World News Australia, NITV News
30 Oct 2013 - 5:20 PM  UPDATED 30 Oct 2013 - 5:47 PM

A national report card on the state of Australia's education suggests this is due to increased poverty and disadvantage in communities.

Jobseeker Kolet Reynolds has been out of work for nearly two years and says it is not just financial consequences that arise from unemployment.

"It brings down my self-esteem a lot, because I'm trying my hardest but nothing's really working," says Ms Reynolds.

Ms Reynolds completed an Indigenous traineeship but found her call centre job to be too high pressure.

She’d now like to work in customer service as low schooling results prevented her from attaining her dream career as a marine biologist.

The COAG Reform Council's 2011 education report has found that more students are reaching year 12 or equivalent, including Indigenous students. But the number of 17-24-year olds not fully employed or studying after school has increased dramatically.

For students from lower socio-economic backgrounds, it's 42 per cent and for Indigenous people, it's risen to 61 per cent.

Professor Greg Craven from the COAG Reform Council says it’s important to account for timing in this report,

"You have to put it into context of course; this is a five year report.
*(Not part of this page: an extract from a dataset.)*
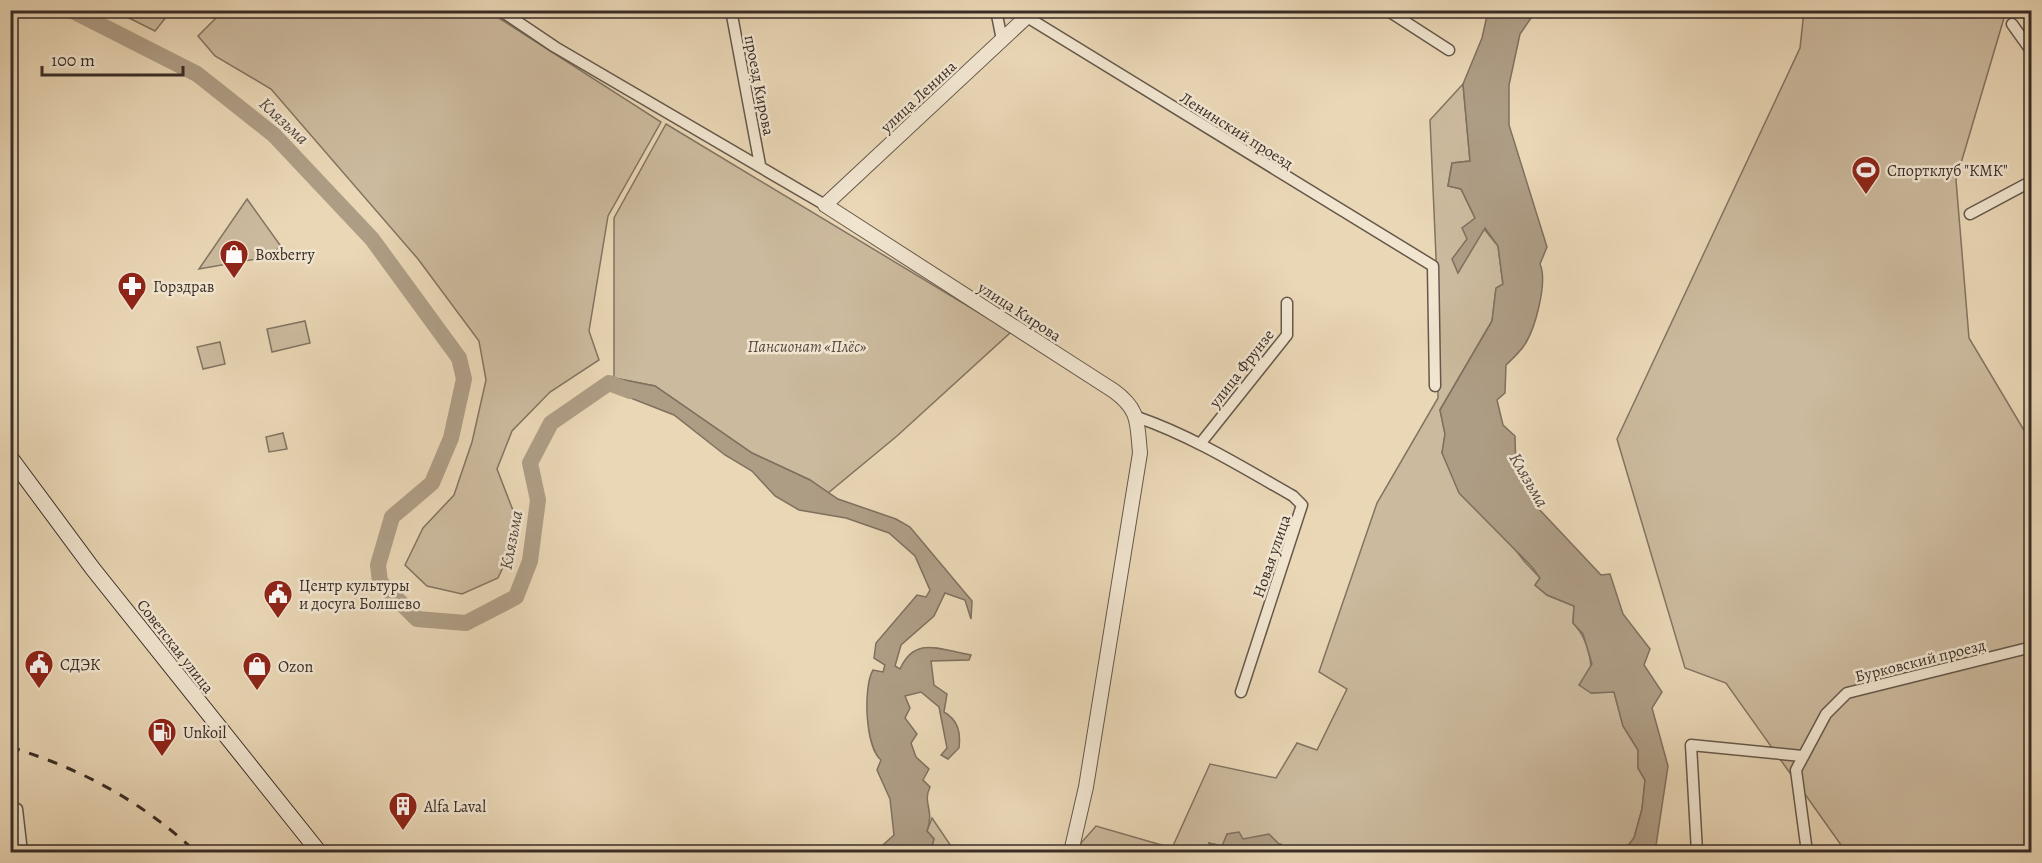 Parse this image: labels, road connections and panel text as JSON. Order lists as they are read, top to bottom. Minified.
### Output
{"streets":{"main road":["Советская улица"],"street":["проезд Кирова","улица Ленина","Ленинский проезд","улица Кирова","улица Фрунзе","Новая улица","Бурковский проезд"]},"crossings":[["проезд Кирова","улица Кирова"],["улица Ленина","Ленинский проезд"],["улица Ленина","улица Кирова"],["улица Кирова","Новая улица"],["улица Фрунзе","Новая улица"]],"water":["Клязьма"],"parks":["Пансионат «Плёс»"],"places":{"sports":["Спортклуб \"КМК\""],"shop":["Boxberry","Ozon"],"pharmacy":["Горздрав"],"public building":["Центр культуры и досуга Болшево","СДЭК"],"fuel station":["Unkoil"],"building":["Alfa Laval"]},"scale_bar":"100 m"}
There was a global economic crisis right at the beginning of that and in fact there are more people in study than there were, but significantly less in work," says Professor Craven.

Professor Craven also says policy action is needed to close the unemployment gap.

"Better quality pre-school education leads to smarter primary school kids, with improved literacy and numeracy. But there's still a huge gap between Indigenous and non-Indigenous students," says Professor Craven.

Not-for-profit organisation, the Brotherhood of St Laurence, also aims to close the gap by helping school leavers develop jobs skills.

Youth coordinator for the Brotherhood of St Laurence, Sally James, says she isn't surprised by the COAG report.

She says the government needs to allocate more funds to the most disadvantaged, particularly in the early years of high school.

"Their parents have left school early themselves, they may be in and out of work, so this group of young people really often don't have the employability skills or the work experience or the proper sort of careers advice to get their first job. So if we don't invest now, the community will be paying later and young people themselves will be living a life of despair," says Ms James.